Stored items:
------

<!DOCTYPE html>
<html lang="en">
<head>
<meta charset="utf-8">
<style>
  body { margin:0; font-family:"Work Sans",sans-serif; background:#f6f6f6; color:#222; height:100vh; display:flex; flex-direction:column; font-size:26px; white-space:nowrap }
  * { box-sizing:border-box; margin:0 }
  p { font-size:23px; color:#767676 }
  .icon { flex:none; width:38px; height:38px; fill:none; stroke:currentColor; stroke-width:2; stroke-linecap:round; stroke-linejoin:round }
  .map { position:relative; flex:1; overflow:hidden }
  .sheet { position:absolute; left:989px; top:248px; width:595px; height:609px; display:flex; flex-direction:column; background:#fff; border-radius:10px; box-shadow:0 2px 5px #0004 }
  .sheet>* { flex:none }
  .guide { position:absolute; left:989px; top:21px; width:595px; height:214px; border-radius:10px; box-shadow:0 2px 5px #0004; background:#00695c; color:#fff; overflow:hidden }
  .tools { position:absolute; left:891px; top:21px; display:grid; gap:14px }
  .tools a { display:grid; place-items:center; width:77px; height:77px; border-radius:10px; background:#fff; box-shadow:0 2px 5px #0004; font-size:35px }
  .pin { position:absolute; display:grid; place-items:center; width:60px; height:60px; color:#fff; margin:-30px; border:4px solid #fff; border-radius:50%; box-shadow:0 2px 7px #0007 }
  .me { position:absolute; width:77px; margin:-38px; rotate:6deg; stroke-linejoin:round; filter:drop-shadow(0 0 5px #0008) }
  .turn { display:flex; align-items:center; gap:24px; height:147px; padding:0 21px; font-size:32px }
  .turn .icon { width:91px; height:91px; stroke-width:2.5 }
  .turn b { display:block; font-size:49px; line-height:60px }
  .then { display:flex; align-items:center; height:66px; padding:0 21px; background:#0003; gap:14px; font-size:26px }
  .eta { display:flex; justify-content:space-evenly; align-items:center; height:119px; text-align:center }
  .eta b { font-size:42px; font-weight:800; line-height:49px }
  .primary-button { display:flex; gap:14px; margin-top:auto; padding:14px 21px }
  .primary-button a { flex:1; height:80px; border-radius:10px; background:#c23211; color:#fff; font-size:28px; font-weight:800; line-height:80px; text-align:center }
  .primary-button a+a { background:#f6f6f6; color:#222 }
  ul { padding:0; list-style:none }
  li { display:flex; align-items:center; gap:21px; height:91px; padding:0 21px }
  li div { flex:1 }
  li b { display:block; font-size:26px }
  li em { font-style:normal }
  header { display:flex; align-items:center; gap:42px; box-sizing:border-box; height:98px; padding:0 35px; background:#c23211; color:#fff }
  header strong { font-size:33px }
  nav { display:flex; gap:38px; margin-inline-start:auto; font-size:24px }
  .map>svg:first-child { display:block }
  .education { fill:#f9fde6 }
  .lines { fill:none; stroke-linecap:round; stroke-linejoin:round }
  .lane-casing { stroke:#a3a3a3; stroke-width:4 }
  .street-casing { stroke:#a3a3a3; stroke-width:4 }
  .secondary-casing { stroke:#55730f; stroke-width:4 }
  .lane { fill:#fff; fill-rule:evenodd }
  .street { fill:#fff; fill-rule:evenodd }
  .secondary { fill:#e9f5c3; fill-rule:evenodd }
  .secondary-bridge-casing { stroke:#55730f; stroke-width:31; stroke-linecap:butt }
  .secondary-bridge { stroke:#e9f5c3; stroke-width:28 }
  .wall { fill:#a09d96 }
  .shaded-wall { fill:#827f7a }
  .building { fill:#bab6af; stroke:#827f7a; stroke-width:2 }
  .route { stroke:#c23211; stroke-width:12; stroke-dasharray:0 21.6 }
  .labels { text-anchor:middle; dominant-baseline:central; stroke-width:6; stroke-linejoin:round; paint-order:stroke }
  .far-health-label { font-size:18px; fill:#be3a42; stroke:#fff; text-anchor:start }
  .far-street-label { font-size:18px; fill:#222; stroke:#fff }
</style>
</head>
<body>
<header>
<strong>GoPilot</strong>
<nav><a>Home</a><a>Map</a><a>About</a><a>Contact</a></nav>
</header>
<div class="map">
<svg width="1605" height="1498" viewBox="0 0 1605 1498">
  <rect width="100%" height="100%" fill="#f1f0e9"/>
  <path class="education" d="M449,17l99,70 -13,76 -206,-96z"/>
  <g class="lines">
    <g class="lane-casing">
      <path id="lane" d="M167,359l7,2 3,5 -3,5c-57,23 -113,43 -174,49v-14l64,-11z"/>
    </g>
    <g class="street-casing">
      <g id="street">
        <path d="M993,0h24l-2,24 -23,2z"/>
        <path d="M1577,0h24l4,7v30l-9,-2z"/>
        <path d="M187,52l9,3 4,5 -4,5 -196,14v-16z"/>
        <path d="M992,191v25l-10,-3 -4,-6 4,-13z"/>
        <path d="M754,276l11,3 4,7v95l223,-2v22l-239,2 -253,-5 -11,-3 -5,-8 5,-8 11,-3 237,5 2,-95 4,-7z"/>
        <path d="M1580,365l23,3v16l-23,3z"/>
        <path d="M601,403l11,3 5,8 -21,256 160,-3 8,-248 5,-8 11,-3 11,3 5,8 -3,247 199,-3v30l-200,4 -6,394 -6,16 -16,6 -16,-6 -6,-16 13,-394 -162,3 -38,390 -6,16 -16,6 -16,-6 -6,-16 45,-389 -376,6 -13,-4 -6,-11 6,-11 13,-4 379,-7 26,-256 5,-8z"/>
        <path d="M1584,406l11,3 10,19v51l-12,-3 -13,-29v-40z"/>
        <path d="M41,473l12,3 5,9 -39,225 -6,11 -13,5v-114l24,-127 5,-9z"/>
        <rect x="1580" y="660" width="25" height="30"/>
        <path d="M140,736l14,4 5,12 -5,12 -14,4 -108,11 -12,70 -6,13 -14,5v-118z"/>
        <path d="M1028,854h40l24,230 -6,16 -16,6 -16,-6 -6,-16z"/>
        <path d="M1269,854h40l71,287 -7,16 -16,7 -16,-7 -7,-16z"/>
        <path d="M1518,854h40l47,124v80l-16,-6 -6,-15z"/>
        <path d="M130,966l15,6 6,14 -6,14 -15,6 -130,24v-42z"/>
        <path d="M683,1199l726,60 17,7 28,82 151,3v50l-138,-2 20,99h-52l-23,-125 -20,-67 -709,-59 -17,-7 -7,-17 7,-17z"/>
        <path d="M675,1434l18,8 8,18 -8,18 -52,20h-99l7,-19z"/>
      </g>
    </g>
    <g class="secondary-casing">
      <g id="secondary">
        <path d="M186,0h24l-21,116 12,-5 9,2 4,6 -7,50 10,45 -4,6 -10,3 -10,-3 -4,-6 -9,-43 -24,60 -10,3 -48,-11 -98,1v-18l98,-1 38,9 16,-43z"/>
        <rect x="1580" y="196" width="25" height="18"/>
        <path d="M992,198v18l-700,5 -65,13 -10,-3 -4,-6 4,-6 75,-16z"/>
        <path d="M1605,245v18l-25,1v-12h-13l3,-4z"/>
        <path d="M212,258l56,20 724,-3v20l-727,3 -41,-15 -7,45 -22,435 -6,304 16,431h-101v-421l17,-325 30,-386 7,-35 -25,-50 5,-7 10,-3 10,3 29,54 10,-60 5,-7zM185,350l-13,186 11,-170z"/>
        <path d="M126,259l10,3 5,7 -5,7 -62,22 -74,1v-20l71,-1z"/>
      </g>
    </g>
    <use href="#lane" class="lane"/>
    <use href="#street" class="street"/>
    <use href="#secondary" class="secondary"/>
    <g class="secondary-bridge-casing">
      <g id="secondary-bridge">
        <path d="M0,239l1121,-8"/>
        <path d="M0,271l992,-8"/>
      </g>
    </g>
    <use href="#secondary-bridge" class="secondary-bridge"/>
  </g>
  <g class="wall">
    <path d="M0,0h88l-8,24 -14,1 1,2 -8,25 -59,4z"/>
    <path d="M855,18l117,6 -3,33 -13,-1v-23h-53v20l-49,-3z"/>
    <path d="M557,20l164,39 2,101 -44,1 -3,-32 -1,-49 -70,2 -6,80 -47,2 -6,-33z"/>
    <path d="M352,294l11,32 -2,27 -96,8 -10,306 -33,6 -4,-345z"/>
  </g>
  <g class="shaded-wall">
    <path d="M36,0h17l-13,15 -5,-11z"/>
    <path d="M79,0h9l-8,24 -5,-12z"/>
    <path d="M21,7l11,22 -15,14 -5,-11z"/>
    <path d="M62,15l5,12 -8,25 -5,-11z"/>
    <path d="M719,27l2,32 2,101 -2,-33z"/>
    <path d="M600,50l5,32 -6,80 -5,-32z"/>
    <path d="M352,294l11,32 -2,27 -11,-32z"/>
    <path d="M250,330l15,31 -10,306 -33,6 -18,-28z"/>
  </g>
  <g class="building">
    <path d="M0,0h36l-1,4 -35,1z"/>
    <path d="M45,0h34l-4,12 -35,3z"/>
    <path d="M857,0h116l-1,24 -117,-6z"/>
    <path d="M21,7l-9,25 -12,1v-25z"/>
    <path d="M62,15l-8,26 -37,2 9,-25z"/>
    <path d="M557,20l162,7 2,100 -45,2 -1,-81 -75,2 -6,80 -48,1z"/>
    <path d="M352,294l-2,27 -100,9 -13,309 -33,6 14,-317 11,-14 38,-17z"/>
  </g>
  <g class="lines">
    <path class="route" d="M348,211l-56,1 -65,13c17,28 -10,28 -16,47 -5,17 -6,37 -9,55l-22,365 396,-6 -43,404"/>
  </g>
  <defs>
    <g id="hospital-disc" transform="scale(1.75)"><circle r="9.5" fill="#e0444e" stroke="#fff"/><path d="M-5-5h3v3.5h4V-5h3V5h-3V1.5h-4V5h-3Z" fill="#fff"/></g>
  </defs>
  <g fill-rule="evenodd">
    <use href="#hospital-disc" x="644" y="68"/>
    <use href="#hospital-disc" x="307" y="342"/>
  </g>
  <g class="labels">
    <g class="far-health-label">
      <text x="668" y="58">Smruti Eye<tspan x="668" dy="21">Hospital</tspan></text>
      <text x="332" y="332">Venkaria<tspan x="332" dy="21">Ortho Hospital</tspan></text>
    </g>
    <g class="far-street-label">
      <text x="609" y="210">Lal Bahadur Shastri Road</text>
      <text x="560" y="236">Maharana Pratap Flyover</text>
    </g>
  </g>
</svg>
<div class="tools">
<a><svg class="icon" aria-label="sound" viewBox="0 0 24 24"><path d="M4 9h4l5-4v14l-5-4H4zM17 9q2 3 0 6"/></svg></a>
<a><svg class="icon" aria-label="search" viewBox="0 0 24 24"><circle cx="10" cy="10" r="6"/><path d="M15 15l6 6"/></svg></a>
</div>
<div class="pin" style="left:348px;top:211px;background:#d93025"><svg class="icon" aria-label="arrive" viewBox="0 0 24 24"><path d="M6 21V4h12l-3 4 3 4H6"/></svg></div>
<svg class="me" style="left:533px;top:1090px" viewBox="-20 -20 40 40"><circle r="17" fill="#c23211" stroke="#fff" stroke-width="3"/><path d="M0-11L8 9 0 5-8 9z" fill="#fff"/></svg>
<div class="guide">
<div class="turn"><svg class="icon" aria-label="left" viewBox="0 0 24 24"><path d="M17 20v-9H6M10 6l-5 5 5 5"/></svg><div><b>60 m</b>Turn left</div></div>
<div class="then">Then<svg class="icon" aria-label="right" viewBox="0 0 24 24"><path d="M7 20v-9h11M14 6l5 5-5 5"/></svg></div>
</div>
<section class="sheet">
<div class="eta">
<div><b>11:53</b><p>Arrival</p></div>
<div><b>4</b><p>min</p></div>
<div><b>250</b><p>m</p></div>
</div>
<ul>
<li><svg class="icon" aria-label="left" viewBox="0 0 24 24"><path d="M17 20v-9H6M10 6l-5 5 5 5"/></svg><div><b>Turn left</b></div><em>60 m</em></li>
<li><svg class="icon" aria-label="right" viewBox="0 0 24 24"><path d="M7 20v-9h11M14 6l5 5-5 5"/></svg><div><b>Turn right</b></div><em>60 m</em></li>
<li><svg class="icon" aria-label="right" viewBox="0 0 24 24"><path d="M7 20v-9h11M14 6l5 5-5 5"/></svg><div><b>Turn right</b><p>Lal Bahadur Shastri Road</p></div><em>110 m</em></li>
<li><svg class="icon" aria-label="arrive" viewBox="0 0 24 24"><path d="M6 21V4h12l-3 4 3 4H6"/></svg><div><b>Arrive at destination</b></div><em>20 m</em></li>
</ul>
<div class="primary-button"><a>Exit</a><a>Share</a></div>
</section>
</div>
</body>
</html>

------

• Exercise objective
Scan the records above for the string "overflow", then report every line that contains it.

• Solution for this exercise
  .map { position:relative; flex:1; overflow:hidden }
  .guide { position:absolute; left:989px; top:21px; width:595px; height:214px; border-radius:10px; box-shadow:0 2px 5px #0004; background:#00695c; color:#fff; overflow:hidden }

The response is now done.